[Supplied data — start]

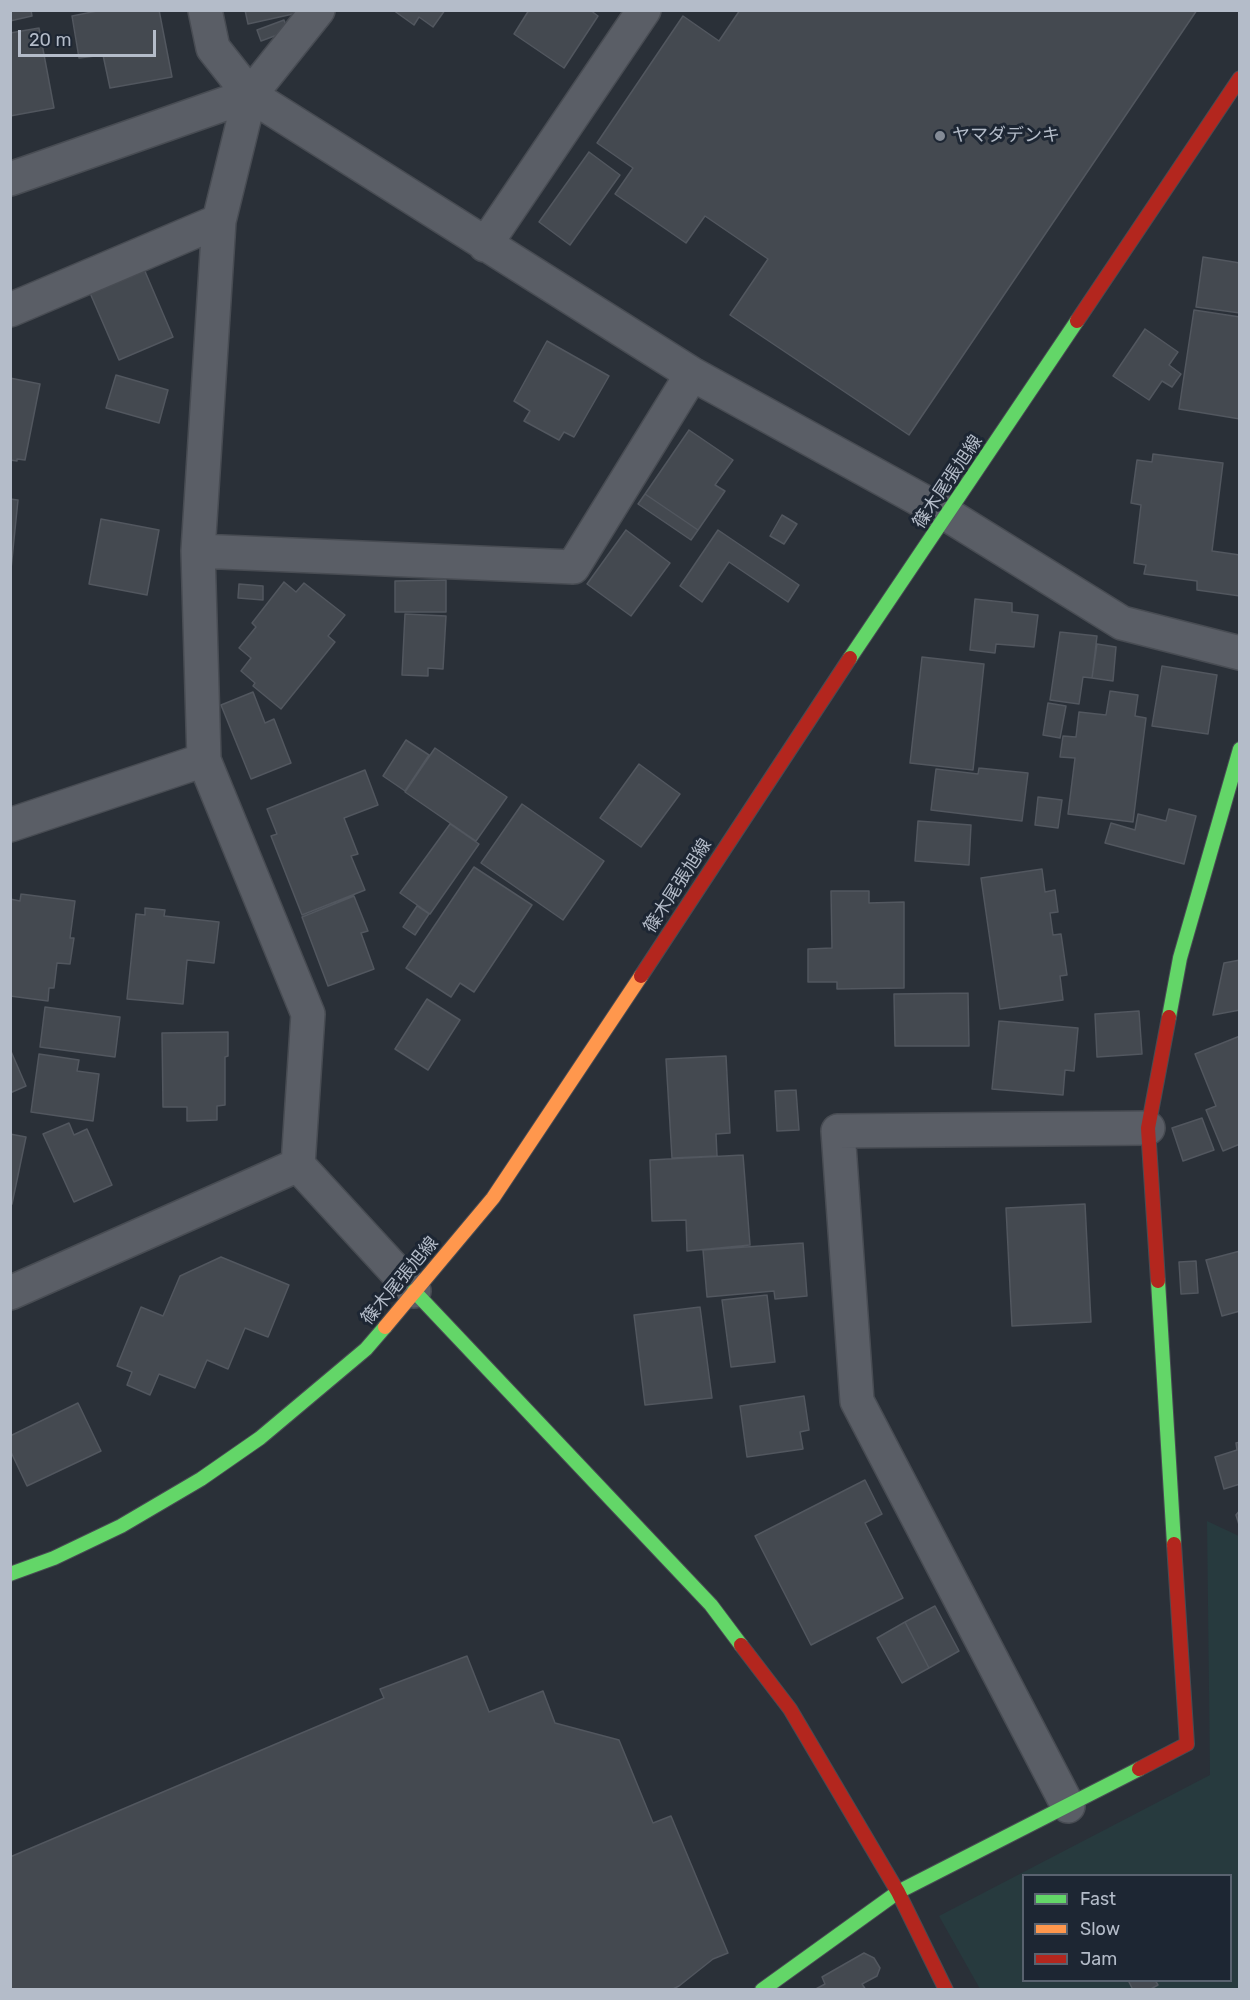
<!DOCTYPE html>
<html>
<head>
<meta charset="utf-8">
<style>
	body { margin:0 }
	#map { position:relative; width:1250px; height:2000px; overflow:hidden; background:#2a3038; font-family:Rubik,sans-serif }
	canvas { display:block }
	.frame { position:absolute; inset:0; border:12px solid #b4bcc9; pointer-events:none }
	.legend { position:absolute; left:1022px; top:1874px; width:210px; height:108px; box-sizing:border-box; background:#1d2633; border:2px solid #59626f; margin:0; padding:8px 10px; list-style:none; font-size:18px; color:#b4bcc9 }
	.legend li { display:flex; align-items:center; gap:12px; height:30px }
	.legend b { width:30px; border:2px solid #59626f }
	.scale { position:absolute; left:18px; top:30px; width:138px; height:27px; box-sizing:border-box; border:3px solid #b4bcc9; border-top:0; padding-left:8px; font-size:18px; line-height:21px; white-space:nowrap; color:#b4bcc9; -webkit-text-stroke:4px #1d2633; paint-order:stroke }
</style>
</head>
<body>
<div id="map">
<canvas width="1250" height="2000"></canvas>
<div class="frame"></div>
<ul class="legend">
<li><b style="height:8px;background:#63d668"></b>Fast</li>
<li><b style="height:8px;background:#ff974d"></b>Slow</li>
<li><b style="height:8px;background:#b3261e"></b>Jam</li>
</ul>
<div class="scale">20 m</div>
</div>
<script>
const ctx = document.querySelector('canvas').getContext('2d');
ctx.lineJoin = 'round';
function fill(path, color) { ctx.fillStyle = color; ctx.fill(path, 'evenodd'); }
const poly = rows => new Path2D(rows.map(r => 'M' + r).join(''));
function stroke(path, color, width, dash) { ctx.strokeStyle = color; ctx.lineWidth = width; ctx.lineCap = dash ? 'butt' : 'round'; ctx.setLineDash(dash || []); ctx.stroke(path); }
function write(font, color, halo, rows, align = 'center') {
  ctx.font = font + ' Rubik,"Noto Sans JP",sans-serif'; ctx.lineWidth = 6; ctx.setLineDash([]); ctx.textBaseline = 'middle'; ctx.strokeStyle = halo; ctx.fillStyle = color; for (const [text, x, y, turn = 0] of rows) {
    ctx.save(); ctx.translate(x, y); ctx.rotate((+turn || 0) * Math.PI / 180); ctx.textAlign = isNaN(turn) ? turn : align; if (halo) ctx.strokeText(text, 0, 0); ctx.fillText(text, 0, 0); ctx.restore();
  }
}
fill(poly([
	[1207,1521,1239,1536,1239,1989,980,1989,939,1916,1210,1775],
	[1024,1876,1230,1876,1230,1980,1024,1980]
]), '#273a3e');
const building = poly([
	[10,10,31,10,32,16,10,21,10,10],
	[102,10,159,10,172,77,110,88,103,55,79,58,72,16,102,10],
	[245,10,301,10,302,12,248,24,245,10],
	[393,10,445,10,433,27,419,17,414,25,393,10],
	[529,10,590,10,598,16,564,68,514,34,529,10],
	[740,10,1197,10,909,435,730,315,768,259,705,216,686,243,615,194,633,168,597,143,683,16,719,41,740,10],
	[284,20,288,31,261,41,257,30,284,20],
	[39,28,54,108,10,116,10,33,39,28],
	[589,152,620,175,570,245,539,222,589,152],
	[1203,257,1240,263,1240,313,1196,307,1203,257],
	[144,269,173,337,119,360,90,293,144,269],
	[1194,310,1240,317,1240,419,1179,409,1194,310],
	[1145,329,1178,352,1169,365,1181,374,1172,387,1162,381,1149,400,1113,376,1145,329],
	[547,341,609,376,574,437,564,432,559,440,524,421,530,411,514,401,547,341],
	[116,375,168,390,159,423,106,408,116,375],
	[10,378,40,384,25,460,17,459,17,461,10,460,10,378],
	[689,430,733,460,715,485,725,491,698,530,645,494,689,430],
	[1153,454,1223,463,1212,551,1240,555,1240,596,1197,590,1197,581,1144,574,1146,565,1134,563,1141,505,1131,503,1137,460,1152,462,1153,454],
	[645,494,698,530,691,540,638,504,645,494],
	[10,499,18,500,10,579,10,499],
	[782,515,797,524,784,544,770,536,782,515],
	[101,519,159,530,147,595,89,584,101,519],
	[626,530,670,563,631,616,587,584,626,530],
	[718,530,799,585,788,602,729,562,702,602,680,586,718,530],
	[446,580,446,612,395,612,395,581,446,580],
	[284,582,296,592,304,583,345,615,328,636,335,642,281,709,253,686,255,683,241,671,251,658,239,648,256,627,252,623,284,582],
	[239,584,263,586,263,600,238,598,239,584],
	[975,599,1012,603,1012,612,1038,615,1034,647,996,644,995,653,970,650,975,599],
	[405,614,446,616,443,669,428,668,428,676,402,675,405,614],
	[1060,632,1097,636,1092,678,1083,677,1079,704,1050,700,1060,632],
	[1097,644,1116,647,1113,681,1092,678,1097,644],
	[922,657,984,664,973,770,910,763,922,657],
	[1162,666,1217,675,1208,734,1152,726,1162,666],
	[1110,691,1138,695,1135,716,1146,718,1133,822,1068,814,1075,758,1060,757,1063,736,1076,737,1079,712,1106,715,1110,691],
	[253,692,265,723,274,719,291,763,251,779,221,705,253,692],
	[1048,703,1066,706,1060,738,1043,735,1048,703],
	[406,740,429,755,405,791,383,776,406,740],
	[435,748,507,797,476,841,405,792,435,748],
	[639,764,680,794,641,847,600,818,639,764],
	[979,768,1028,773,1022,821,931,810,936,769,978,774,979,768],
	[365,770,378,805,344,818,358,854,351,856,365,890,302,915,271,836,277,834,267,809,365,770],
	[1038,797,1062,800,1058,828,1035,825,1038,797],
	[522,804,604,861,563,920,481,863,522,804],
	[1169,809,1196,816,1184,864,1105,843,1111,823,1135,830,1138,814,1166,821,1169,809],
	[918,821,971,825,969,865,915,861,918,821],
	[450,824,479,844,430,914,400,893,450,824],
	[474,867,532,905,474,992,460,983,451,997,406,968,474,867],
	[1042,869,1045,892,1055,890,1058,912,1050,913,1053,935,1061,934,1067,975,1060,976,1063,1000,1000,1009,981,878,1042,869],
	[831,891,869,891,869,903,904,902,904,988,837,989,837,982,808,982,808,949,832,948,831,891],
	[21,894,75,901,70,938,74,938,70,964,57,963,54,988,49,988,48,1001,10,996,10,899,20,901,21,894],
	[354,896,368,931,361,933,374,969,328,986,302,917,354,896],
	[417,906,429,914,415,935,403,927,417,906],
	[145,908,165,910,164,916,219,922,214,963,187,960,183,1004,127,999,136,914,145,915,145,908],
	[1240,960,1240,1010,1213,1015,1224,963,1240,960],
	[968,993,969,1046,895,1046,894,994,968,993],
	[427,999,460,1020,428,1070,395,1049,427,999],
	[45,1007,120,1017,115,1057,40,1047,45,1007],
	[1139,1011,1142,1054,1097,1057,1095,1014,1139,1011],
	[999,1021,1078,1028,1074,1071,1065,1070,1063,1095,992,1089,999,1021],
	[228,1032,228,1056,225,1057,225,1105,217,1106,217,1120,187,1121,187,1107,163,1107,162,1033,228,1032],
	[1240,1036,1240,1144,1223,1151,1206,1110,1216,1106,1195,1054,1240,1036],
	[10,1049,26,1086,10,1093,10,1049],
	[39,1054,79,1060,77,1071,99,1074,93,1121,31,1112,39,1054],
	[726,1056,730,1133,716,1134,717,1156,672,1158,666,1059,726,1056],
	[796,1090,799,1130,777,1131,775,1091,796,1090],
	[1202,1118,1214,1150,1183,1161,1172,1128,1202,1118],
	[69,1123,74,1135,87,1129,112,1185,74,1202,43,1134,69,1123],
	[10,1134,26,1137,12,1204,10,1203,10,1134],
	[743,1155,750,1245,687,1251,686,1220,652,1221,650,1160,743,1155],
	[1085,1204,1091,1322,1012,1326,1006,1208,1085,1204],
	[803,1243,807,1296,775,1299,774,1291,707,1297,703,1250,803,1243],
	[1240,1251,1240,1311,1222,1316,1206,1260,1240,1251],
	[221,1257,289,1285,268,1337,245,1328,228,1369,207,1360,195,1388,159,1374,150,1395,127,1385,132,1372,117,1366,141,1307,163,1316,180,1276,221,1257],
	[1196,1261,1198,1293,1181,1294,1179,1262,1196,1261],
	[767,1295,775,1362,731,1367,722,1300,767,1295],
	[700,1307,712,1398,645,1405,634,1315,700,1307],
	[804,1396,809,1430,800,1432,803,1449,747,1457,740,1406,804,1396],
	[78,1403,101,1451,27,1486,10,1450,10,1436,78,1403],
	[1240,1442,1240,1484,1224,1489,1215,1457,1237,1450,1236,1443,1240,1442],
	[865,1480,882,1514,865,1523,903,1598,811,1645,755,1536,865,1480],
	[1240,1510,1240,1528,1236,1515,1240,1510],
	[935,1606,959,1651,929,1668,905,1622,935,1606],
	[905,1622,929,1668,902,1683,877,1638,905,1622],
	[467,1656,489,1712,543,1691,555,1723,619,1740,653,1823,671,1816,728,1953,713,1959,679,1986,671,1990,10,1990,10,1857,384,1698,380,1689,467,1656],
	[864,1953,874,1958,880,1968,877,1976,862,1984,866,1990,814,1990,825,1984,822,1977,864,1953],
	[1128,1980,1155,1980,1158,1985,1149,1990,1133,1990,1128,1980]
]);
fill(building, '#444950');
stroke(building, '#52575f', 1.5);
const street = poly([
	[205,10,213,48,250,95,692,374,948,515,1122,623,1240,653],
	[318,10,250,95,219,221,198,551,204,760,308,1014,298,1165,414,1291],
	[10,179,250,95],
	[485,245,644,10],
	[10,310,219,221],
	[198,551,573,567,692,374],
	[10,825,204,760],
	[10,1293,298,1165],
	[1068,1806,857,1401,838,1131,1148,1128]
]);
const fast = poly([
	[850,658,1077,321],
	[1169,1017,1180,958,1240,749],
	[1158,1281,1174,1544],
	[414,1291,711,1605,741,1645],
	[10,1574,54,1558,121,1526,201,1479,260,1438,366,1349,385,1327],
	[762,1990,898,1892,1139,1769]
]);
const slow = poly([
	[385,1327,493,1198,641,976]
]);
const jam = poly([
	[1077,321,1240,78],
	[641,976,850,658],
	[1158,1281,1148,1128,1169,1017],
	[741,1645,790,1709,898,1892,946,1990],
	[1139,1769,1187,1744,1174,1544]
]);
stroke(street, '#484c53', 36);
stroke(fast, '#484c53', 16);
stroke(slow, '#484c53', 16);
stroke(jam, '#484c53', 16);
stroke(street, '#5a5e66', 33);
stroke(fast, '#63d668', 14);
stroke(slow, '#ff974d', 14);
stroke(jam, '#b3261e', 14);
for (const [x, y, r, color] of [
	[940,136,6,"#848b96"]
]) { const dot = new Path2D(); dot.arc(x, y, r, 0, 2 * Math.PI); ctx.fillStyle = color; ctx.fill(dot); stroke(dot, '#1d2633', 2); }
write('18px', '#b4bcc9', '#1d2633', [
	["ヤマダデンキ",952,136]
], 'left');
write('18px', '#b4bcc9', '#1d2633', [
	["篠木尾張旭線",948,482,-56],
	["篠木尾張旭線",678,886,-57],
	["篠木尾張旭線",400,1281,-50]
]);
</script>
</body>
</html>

[Supplied data — finish]

Exercise directions – If a line in the data above includes the string "Rubik", copy it.

Reply to the task –
	#map { position:relative; width:1250px; height:2000px; overflow:hidden; background:#2a3038; font-family:Rubik,sans-serif }
  ctx.font = font + ' Rubik,"Noto Sans JP",sans-serif'; ctx.lineWidth = 6; ctx.setLineDash([]); ctx.textBaseline = 'middle'; ctx.strokeStyle = halo; ctx.fillStyle = color; for (const [text, x, y, turn = 0] of rows) {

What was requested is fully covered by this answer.